__Your task__
Identify and copy all lines of the material where the string "canvas" is found.

__Source material__
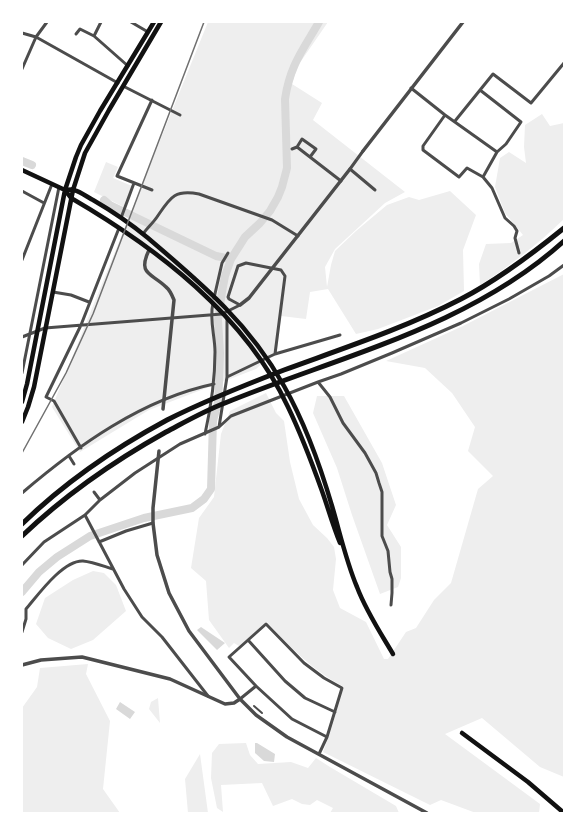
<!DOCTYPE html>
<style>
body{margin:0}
#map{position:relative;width:586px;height:835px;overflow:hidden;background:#fff;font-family:"PT Sans Narrow",sans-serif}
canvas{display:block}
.frame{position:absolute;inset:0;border:23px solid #fff;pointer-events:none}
</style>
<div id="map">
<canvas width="586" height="835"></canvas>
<div class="frame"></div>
</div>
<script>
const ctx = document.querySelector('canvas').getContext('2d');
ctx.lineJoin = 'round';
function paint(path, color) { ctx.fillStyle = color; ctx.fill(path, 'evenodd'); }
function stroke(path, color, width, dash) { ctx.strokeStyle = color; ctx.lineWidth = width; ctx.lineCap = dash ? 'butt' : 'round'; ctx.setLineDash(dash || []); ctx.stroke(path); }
paint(new Path2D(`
 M208,22H328L297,67L292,84L322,103L313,120L405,192L385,203L335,249L325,267L327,287L331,265L335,251L356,231L387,205L409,197L419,200L450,191L476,215L463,250L464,291L438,306L378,329L356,334L328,289L310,292L306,319L281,316L277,350L256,369L149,410L80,452L52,407Z
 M542,114L550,126L564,123V219C538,244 510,266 480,285L479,264L486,244L511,243L523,235L505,213L495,187L500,158L509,152L526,163L524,147L525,125Z
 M106,162L118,167L113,178L132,186L124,207L94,192Z
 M564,274V777L540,767L482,718L445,734L540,804L539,813H476L441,800L430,805L323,752L330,733L344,687C311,669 292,649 267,622L239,646L234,643L229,648L209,620L206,581L191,568L199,518L214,497L221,434L230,411L266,393L276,413L284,421L290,462L299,499L313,525L327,538L334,547L336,559L333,590L340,608L366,622L384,659H388L406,632L416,628L434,600L451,583L478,489L493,476L468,451L475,427L452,393L425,368L386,361L463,326Z
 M317,396H344L382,463L396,505L387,525L401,547V578L398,587L380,594L352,515L337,468L313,413Z
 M93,571L104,573L116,585L126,611L93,640L71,649L48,638L36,624L45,598L73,580Z
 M88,664L86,674L110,721L103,789L120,813H22V708L37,687L40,668Z
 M158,698L160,723L149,709L151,702Z
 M246,743L250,755L258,764L291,762L308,768L316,758L330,767L396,806L399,813H330L333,808L317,800L310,805L302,804L292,799L273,806L262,783L221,785L223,812L217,808L211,778L212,753L219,744Z
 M200,754L208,813H188L185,779Z`), '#eee');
paint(new Path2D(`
 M201,627L225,643L217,650L197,630Z
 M120,702L135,712L130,719L116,709Z
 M255,743H257L275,754L274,762L264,761L255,753Z`), '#d9d9d9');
stroke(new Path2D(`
 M22,161L32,165
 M104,200L110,205L216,256L231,259
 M22,592L39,572L57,557L90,536L144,518L192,508L204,499L211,489L213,421L218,402L219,382L220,353L218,320L222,292L225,276L231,259L245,237L260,223L270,211L278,197L282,187L287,168L285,99C290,65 303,50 319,22`), '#d9d9d9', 8);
stroke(new Path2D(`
 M254,706L262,713`), '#4c4c4c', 2);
stroke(new Path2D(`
 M131,22L148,32
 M22,33L36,37L118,83
 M76,34L80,29L94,36L128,66
 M94,36L101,22
 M22,69L36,37L47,22
 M123,86L180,115
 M411,88L445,115L497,152
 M480,90L521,122L506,144L497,152L483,177
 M445,115L423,146V150L459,177L467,168L483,177L492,188L505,218L514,226L517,231L515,238L519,253
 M455,121L493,74L531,103L564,63
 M297,147L302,139L316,149L310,157
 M292,149L297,147L341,181
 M363,151L350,169L375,190
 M152,190L117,176L152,100
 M22,191L44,203
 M121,218L134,183
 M143,234C147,228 153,223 157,217C170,198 174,189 199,194L272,220L298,236
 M22,260L52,184
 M53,292L71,295L89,302
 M214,298L222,263L228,253
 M22,337L45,328L222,314L240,305L229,299L228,297L238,266L246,263L281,270L285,276L275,354
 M22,373L59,187
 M227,377L275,354L340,335
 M318,382L330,397L343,423L365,453L376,473L379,483L382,492V536L388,551L390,572L392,579V593L391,605
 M219,427L227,377V318
 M205,434C211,407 215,380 215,352C215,336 209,319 213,303
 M81,448L54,401L46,397L81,325L119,228
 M69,456L74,464
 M94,492L100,500
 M22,493C77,446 142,399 214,384
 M85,515L124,589L142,617L162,637L208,696
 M99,542L126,531L153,523
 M22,565L44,542L85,515L100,500L135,473L180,444L219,427L231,416L318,382L341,374L392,353L461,323L509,299L549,276L564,265
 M22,632L26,619V609C38,595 63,560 83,561C93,562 103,566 113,569
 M248,640L285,681L305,698L335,712
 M240,699L256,686
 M319,754L327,737L342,688L324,678L304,663L266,624L229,657L256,686L292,719L327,737`), '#4c4c4c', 3);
stroke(new Path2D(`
 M363,151L463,22
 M149,250C137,275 152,273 166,287C170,290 172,295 174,300L163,409
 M240,305L249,298L350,169
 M159,451L153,508V523L157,555L169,593L189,631L240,699L256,715L287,737L427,813
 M22,665L41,660L82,657L170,679L225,704L234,703L240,699`), '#4c4c4c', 3.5);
stroke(new Path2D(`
 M22,170L65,190L71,198C157,248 245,315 288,407C301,434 312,463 322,491C328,508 333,526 340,543
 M65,190C68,190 72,189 74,190C81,192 87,197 93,200C112,211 131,224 148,238C201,283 249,323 284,386C305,423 320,465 332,506C340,533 346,561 357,587C366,611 380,632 393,654
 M22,402L27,384L65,190L76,157L81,145L100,111L154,22
 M22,422L28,407L34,387L73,190L85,153L109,110L161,22
 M462,733L528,782L564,813`), '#111', 4.5);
stroke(new Path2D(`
 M22,524C64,483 115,448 167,420C204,401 245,385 284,370C344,348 405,328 461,299C498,280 532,254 564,228
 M22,536C65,495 114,461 166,432C185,422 204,411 225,403C340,356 469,327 564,241`), '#111', 5);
stroke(new Path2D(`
 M22,453L66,373L93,314L204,22`), '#707070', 1.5);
</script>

__Written response__
canvas{display:block}
<canvas width="586" height="835"></canvas>
const ctx = document.querySelector('canvas').getContext('2d');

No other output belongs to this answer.